Abstract

TPS574 Background: Bleomycin, etoposide, cisplatin (BEP) given 3-weekly x 4 remains standard 1st line chemotherapy for metastatic GCTs. Acceleration of standard regimen with shorter cycle lengths has improved cure rates in other cancers. This is the first international randomised clinical trial for intermediate and poor-risk metastatic extracranial GCTs involving both adult and paediatric age group males and females. We aim to determine if accelerated BEP is superior to standard BEP. Methods: DESIGN: Open label, randomised, stratified multicentre, 2 stage, phase 3 trial. Primary endpoint for stage I (n = 150) is complete response rate (RR), and for entire trial (n = 500) is progression free survival (PFS).

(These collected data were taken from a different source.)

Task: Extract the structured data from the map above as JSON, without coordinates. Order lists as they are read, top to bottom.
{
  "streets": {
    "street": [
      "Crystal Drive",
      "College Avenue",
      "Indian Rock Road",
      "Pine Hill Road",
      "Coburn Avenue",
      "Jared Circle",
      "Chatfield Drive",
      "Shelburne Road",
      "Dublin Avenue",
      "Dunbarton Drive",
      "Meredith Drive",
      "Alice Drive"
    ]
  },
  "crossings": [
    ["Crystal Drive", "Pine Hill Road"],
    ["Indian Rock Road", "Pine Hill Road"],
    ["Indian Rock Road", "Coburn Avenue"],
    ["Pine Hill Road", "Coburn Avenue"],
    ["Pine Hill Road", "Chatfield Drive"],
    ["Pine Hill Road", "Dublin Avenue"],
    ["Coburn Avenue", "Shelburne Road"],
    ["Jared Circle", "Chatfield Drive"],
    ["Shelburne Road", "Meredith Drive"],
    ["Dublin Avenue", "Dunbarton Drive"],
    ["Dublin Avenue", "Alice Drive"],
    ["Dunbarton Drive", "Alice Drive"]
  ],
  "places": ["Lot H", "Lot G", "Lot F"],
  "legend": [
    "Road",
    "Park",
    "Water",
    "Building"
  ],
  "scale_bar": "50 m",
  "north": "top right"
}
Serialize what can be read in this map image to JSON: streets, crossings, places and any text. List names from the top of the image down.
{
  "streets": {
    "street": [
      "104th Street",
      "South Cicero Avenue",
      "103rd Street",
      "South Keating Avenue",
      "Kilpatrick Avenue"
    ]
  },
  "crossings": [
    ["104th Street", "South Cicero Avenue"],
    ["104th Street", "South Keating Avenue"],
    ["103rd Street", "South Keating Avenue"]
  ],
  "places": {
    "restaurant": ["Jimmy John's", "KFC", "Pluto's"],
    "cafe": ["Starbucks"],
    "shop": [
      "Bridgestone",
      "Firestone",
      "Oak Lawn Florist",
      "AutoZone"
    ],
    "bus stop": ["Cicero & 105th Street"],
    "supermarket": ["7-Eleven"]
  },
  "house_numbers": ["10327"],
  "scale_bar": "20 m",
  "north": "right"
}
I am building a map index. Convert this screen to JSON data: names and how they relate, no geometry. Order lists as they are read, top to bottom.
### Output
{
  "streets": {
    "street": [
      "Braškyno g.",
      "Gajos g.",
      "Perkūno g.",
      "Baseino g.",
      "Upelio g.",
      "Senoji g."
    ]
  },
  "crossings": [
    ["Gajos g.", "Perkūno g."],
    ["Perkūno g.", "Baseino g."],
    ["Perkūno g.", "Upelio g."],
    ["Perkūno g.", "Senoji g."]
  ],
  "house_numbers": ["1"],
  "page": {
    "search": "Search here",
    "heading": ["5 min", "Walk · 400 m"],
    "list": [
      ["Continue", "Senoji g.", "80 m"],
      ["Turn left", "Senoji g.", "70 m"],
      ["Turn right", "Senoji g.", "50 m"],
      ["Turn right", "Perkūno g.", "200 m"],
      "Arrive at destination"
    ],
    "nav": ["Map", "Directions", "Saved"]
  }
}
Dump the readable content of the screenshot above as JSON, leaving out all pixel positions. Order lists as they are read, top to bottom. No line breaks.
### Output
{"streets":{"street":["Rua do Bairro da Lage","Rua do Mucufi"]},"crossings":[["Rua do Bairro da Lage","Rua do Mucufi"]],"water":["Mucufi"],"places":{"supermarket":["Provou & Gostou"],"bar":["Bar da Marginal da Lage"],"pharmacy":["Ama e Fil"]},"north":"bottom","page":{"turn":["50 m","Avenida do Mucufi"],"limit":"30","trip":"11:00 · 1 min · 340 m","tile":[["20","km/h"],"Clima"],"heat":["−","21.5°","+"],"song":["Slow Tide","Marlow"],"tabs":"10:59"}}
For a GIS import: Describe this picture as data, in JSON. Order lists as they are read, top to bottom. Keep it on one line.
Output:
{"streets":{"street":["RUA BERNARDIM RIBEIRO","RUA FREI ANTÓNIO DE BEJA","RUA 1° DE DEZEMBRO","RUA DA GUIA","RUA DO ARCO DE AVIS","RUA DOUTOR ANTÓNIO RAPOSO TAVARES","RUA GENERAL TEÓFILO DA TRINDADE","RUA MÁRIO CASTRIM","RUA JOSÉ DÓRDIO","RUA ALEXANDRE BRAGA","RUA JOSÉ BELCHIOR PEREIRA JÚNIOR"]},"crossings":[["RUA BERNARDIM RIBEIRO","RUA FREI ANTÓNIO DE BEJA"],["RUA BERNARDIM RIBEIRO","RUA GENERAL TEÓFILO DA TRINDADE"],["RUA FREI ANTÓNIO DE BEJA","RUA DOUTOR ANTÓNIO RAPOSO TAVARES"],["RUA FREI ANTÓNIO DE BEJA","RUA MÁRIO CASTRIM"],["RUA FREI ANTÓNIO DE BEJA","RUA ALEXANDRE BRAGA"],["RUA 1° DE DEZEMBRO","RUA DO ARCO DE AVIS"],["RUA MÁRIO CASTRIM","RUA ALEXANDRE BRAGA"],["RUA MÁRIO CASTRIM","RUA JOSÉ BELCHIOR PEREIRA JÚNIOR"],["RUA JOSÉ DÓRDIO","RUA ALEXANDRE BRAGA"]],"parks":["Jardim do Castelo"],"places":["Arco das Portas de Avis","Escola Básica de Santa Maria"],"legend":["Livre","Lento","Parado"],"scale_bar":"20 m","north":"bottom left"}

SAMPLE SIZE: 150 and 500 patients gives > 80% power to detect a 20% improvement in RR and 7% absolute improvement in 2yr PFS, respectively. POPULATION: Males and females aged 11-45 years with intermediate or poor-risk metastatic GCTs of the testis, ovary, retroperitoneum or mediastinum for 1st line chemotherapy. TREATMENT: Randomisation 1:1 to 4 cycles of “standard BEP” or “accelerated BEP”: cisplatin 20mg/m2 IV days (D) 1-5; etoposide 100mg/m2 IV D1-5; bleomycin 30000 IU IV (D 1, 8, 15 or D 2, 9, 16 of a 21 day cycle; D 1, 8 or D 2, 9 of a 14 day cycle); and peg G-CSF or Filgrastim; given every 3 weeks or every 2 weeks respectively. Accelerated BEP arm receives 4 additional weekly doses of bleomycin. ASSESSMENTS: Response assessments at 30 day safety assessment, and 6 months from randomisation or after all post-chemotherapy intervention is completed. Regular follow-up up to 5 years, then annually. Archival tumour tissue and baseline blood collected for translational substudies. STATUS: 25 sites open in ANZ, 1/19 sites open in UK (led by Cambridge Clinical Trials Unit), 41 patients recruited by September 2017. International collaborations with USA (led by Children’s Oncology Group) and Ireland (led by Cancer Trials Ireland) confirmed with sites expected to open by late 2017 and more sites sought for stage 2. Clinical trial information: NCT02582697.